Well, I will contact Arctic Whiteness about FCLM. If they say I'm SOOL, what am I to do? The 4 TB SSD cost me $900. (Yeah, I bought it just before they dropped it. Bad timing. I can now get more storage for less money.) Even if I bought the M1 Mac with a 2 TB drive, it wouldn't be enough (well, maybe after I do a lot of "cleanup"). And I often had those disks disconnected, so we still don't know what caused the kernel panic. I suppose I could sell it on eBay.


>----o----<


According to the AJA app, I never got 5000 MB / sec. I think the Read figure approached 3000 once. I usually get between 2200 and 2800 or so. The external SSD gets about 800 MB. All this according to the AJA app. Hey, if I were at Apple, you could be **** sure I'd brag about how fast the M1 storage is. Who'd even think to do some research on that when they themselves don't brag about in their own ads on their own website? I did think it would be faster, but Final Cut people told me it doesn't matter: an external drive is enough even for 4K, IIRC. Sounds a little too optimistic, though.


I could go on . . . (^_^(

Sep 18, 2023 5:25 PM in response to etresoft

I wrote: "1983? My first PC was actually my parents'. And I think they bought it

in 1996. Or do you mean the VAXes?
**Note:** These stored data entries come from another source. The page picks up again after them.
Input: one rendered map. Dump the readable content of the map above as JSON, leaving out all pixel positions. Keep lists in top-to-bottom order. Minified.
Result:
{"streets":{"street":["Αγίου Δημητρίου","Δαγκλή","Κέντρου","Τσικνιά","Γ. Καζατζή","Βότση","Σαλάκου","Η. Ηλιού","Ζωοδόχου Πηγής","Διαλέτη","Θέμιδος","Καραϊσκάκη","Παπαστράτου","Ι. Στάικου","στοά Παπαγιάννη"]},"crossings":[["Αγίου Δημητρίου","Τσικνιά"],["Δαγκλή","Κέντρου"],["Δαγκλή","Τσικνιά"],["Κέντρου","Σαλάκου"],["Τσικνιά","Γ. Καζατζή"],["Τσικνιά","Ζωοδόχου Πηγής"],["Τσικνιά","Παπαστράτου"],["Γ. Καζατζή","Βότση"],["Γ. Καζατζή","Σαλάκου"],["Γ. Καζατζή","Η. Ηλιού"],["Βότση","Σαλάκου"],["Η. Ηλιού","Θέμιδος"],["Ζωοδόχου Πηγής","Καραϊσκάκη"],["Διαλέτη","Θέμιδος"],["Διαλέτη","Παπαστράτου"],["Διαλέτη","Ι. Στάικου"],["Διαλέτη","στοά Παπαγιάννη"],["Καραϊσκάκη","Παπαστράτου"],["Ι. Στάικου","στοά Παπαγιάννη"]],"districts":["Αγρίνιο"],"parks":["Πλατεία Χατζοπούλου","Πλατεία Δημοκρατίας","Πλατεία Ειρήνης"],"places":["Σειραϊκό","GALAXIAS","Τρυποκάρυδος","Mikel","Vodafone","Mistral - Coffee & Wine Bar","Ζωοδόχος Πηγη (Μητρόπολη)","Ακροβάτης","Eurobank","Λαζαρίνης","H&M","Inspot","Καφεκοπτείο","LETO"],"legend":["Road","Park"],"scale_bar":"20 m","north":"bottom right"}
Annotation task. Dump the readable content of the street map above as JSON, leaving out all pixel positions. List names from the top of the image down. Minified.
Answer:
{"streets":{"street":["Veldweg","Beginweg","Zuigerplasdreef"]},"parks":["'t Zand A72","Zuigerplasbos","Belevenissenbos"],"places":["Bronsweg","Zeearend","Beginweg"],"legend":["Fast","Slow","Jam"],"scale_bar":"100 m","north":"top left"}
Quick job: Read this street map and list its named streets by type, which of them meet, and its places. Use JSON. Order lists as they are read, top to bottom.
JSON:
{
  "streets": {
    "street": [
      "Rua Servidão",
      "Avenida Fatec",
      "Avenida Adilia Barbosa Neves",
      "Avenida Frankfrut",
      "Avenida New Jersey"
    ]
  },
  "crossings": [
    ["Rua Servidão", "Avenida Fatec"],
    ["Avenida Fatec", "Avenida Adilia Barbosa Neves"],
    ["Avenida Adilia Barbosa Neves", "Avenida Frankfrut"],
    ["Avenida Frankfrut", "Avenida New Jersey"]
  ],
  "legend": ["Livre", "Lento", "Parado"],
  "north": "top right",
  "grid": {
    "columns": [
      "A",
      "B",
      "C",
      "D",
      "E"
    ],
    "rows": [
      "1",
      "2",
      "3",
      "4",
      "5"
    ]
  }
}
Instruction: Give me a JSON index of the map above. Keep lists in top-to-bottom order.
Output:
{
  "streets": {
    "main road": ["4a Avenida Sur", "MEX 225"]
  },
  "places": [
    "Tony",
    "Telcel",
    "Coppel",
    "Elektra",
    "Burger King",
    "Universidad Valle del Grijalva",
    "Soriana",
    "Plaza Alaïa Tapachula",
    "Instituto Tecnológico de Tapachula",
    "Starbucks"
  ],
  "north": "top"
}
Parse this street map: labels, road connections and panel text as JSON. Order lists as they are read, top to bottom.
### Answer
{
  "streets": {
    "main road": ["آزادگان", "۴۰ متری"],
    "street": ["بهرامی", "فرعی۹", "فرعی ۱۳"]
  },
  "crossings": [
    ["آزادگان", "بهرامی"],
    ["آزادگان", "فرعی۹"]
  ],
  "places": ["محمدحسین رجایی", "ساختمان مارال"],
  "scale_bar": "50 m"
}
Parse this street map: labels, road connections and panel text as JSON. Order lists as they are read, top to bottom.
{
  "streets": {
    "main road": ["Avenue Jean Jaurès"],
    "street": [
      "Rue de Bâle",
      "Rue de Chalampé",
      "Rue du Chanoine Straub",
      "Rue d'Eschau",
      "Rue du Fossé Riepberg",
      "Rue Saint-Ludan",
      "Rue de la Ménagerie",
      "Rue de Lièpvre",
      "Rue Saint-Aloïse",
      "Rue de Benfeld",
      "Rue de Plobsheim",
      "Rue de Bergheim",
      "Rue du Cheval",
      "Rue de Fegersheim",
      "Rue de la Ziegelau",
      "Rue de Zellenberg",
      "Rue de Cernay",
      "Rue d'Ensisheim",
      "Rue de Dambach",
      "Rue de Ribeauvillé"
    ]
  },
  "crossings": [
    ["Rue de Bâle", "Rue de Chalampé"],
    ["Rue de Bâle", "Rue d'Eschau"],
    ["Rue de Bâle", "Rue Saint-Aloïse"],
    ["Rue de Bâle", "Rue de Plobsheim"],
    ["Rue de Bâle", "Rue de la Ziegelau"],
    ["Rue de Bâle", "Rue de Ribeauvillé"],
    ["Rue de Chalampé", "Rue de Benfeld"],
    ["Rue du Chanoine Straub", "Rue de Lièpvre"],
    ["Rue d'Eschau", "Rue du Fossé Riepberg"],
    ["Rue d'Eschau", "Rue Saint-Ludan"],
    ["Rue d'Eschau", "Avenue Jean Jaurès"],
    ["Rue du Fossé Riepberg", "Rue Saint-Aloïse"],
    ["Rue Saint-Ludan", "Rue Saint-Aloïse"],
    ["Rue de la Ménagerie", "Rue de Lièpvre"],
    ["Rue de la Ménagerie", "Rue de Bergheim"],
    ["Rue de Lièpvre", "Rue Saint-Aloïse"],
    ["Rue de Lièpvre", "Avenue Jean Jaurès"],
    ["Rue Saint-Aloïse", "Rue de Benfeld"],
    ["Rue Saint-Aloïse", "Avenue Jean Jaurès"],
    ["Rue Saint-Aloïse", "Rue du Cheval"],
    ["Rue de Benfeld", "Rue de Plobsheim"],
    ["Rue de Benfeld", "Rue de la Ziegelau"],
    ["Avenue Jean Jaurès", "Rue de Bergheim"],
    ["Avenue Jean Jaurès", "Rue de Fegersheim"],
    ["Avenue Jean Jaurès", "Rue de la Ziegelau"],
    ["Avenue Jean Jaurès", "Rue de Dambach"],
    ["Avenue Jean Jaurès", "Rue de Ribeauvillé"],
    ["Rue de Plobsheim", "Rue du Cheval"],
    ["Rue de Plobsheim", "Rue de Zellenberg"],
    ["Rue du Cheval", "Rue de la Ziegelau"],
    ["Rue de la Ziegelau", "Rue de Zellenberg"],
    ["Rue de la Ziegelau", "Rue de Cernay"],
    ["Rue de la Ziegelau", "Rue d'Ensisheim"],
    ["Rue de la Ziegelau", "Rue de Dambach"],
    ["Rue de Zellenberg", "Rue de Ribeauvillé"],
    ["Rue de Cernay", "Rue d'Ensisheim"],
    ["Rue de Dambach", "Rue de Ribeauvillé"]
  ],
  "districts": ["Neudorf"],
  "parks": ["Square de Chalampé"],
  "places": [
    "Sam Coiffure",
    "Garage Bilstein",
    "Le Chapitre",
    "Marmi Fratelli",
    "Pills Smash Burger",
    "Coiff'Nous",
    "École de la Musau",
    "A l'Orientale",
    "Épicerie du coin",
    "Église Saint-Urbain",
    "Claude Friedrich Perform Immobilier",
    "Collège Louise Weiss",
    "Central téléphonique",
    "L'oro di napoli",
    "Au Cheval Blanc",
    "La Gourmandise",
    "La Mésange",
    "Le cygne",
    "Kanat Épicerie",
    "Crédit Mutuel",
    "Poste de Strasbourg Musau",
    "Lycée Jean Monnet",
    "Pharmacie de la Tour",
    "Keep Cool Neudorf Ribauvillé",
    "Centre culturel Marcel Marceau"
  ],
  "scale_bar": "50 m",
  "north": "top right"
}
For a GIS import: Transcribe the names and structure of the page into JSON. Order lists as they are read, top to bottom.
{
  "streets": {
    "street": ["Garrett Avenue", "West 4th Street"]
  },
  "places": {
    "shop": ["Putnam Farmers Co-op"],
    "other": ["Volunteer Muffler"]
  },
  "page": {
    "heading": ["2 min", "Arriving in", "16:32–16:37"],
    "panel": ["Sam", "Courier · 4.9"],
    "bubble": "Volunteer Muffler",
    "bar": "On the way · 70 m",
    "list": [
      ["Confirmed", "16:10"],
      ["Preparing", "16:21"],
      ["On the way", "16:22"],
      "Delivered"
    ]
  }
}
I used VAXes from 1985 to 1991. "


Oops. That was my use of VAXes in grad school physics. From 1991 to 1993 I used them as a postdoc. I used them at 3 different jobs since. So the total range is from 1985 thru 2010.


Take 2: Hey, if I were at Apple, you could be dam sure I'd brag about how fast the M1 SSD is.


EtreCheck reports a kernel panic today. Also, I can't resintall macOS Monterey.